### Your assignment
Your answer should consist of each line below that contains the string "rows".

──────────

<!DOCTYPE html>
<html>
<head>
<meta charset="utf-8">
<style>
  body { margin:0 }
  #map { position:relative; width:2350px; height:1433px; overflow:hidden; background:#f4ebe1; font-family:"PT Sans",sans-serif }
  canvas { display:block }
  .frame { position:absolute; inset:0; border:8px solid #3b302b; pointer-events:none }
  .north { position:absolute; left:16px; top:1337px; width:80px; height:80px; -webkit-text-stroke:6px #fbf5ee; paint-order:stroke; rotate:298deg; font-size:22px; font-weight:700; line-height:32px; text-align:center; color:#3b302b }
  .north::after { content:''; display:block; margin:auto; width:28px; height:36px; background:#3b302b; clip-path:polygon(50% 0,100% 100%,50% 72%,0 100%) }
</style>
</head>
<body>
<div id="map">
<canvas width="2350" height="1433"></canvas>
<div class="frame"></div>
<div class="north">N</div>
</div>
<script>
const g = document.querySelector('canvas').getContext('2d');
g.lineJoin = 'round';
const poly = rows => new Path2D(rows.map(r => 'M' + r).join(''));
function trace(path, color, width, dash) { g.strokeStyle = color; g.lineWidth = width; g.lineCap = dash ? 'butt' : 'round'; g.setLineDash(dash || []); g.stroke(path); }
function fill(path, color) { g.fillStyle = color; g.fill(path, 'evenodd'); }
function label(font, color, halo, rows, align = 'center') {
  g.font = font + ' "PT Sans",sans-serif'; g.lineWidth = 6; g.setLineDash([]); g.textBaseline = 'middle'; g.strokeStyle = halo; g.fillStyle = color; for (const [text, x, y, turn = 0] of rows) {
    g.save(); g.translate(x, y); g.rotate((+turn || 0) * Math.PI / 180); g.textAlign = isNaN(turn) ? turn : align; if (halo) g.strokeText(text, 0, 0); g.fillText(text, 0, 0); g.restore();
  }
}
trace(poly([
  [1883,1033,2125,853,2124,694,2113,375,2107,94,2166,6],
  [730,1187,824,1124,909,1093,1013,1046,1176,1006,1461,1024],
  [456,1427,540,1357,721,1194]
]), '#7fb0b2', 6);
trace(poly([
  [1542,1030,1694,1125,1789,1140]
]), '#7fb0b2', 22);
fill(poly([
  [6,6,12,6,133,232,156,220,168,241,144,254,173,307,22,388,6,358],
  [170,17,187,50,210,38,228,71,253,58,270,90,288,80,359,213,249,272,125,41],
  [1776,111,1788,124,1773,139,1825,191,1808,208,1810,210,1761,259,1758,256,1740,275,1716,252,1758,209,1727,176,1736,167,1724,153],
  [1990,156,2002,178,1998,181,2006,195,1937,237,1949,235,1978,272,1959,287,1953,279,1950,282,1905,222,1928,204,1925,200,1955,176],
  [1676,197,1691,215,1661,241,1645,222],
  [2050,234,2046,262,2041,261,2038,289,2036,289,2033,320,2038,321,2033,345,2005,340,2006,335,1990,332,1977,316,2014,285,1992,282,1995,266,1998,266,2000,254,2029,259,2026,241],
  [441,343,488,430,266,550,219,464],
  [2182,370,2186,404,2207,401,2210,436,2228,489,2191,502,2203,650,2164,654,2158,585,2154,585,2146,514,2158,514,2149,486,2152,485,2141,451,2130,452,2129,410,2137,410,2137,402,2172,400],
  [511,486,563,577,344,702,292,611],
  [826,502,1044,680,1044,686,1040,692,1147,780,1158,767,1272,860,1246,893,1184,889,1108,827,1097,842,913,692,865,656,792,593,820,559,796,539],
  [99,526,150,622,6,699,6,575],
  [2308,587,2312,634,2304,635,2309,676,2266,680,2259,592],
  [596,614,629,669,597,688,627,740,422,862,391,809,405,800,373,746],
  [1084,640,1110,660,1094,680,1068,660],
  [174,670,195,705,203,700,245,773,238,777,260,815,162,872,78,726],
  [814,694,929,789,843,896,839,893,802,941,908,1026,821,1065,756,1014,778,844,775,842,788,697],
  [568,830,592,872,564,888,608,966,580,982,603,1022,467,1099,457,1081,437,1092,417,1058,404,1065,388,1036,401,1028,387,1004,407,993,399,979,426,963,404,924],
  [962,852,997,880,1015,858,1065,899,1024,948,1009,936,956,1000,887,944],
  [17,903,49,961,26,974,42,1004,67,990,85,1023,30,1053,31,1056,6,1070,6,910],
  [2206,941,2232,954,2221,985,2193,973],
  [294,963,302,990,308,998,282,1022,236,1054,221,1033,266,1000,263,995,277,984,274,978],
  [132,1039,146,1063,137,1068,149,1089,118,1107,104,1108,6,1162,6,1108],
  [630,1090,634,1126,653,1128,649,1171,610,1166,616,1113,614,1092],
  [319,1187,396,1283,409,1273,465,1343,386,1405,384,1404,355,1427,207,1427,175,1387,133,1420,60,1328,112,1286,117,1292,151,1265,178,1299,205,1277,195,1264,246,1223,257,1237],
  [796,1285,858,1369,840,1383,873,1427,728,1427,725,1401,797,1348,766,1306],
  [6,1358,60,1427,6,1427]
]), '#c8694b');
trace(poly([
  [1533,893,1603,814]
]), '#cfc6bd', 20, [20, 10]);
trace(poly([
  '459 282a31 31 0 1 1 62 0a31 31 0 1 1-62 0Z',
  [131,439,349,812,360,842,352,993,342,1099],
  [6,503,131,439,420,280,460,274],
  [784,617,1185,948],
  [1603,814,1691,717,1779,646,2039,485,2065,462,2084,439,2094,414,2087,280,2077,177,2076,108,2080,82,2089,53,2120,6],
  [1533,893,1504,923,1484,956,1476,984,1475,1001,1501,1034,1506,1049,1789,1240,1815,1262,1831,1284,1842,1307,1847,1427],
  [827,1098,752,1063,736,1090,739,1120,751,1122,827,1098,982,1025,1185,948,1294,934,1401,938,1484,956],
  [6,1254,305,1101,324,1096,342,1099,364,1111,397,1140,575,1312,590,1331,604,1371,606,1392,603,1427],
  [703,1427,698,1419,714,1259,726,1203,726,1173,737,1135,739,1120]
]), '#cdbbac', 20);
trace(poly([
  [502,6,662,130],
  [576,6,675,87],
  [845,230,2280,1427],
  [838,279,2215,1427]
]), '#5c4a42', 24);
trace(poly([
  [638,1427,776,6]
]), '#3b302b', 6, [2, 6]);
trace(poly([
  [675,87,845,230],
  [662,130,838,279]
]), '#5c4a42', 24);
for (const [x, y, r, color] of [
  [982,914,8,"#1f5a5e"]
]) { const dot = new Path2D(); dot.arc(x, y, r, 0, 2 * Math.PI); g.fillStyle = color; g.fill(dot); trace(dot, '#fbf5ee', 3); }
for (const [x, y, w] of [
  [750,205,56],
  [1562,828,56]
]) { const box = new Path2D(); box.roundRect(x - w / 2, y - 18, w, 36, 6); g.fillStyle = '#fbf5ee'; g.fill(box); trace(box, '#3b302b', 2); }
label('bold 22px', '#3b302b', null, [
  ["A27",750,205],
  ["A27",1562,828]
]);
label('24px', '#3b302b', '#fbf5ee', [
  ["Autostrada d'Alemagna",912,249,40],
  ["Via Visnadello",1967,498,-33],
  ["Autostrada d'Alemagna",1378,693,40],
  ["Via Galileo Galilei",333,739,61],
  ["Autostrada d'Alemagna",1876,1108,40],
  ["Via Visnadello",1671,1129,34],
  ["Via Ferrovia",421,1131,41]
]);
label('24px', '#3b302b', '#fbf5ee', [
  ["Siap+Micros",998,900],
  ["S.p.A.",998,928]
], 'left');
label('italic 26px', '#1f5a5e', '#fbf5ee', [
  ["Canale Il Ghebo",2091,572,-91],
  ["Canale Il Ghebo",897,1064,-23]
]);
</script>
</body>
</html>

──────────

### Answer to this task
const poly = rows => new Path2D(rows.map(r => 'M' + r).join(''));
function label(font, color, halo, rows, align = 'center') {
  g.font = font + ' "PT Sans",sans-serif'; g.lineWidth = 6; g.setLineDash([]); g.textBaseline = 'middle'; g.strokeStyle = halo; g.fillStyle = color; for (const [text, x, y, turn = 0] of rows) {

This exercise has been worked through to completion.